We have also established leadership academies to train and develop aspiring teachers and principals. This is essential as we work to tackle a shortage of educators. The district hopes to have at least 70 graduates from the Principal Leadership Academy by May 2025.
In addition, NES provides instruction that helps equip young people with the knowledge and skills they will need in a rapidly evolving job market and world. Amid advancements in artificial intelligence and shifts in the economy, we are expanding our offerings of electives with a particular focus on AI. One semester-long course for 11th and 12th graders provides an introduction to generative AI and how to use it safely and ethically. In addition, the district has launched a FutureReady Cohort that trains 200 school staffers on how to use the technology and begin integrating it into lesson plans. For instance, a teacher might explain a couple of methods to solve a math problem to a high school class, then use generative AI to present additional approaches to prompt a discussion.
We also want to impart and foster critical thinking skills, as these are and will continue to be essential for millions of jobs.
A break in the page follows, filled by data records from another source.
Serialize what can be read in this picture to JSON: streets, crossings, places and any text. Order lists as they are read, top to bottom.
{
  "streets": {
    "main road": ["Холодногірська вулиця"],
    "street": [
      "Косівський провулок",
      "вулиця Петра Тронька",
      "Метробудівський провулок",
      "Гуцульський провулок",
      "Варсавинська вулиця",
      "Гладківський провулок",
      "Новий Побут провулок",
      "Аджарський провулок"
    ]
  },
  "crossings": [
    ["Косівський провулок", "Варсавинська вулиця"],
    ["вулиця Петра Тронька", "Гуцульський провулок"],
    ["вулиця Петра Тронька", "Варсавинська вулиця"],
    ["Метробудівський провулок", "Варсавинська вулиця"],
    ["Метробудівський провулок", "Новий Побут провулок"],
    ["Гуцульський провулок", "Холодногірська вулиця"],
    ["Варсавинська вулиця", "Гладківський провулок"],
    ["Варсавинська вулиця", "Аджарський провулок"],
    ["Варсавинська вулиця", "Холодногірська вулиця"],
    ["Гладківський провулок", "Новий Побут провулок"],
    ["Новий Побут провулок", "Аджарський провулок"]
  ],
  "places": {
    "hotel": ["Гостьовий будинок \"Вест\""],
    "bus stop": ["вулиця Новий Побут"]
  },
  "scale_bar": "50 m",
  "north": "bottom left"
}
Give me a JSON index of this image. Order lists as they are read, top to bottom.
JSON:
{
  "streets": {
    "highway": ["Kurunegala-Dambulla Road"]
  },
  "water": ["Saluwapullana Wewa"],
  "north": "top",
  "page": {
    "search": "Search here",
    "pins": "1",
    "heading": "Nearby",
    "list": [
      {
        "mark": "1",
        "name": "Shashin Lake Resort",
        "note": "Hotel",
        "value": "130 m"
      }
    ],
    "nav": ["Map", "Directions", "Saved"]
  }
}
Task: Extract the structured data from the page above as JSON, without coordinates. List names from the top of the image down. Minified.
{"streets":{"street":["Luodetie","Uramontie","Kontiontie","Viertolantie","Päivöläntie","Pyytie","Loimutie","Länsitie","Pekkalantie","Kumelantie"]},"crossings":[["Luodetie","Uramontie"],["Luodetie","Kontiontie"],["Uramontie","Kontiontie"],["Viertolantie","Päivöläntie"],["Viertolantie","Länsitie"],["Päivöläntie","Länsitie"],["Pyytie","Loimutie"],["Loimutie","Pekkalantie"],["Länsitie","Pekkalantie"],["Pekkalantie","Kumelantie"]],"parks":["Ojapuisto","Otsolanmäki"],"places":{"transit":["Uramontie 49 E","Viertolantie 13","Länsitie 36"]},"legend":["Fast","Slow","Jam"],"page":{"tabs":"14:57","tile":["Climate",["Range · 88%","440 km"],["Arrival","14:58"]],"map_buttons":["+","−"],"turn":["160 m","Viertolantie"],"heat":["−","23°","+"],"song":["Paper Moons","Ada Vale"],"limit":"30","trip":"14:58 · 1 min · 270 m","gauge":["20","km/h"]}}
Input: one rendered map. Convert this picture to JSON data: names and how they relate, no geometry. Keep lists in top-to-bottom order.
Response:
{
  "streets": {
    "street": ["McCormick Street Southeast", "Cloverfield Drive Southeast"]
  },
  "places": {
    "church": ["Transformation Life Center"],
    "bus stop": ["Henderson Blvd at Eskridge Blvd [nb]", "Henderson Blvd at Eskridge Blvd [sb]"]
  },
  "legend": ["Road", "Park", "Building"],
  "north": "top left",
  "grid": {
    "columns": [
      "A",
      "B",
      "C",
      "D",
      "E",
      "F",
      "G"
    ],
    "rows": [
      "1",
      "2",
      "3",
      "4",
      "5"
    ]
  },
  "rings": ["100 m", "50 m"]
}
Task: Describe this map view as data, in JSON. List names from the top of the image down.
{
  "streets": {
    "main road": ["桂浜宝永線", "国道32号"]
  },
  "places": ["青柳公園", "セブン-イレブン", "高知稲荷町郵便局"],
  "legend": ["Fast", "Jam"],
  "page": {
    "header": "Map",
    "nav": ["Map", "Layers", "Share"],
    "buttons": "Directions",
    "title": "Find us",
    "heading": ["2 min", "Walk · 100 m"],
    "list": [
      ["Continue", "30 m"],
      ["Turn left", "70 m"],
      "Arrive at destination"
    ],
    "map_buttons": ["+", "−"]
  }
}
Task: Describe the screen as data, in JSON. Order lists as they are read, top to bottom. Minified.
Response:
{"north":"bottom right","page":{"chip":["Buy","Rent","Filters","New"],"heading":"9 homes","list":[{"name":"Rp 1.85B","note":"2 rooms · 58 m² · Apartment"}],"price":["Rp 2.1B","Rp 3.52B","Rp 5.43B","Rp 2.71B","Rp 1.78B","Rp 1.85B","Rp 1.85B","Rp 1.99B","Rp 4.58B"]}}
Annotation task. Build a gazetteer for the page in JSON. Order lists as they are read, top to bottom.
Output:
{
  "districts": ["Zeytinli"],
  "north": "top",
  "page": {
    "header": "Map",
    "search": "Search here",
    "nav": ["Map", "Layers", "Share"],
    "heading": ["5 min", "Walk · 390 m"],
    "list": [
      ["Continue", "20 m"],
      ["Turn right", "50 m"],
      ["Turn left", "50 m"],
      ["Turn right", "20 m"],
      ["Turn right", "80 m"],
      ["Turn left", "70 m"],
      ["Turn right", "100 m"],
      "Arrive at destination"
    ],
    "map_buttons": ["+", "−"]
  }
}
The district has introduced a curriculum known as the Art of Thinking at all NES schools. It includes lessons on how to combine facts with logic, understand bias and correlation, and devise questions that could be asked in specific scenarios.
After just one year of implementing NES at an initial set of 85 schools, the district has seen significant achievement gains. In grades 4 and 6, students at these schools improved their reading scores by 8 and 10 percentage points, respectively, while high schoolers jumped 10 points in algebra and 7 in English.
Coalition for Advancing Student Excellence Houston called these gains unprecedented.
Because our professional development and focus on better instruction extends to all schools, our districtwide transformation efforts have had effects even outside the NES model. Across the district, preliminary state accountability data shows that the number of A- and B-rated schools increased by 82%, from 93 in 2023 to 170 in 2024. Meanwhile, the number of NES schools achieving an A or B rating skyrocketed 480%, from 11 in 2023 to 53 in 2024, and the number earning a D or F declined from 121 to only 41 during that time period.
None of this has been easy. Even when everyone in a community knows things must improve, systemic change can trigger fierce pushback. But no matter how hard it is, students deserve a quality public education. It is up to superintendents, school board members and elected leaders who have a say over education to deliver it. District leaders can’t afford to abandon large-scale reform to the past. In Houston, we are seeing incredible results. We hope other districts will find inspiration to pick up the tools of transformation and join us.
Mike Miles is superintendent of Houston ISD, prior to which he was superintendent of Dallas ISD and superintendent of the Harrison School District in Colorado Springs.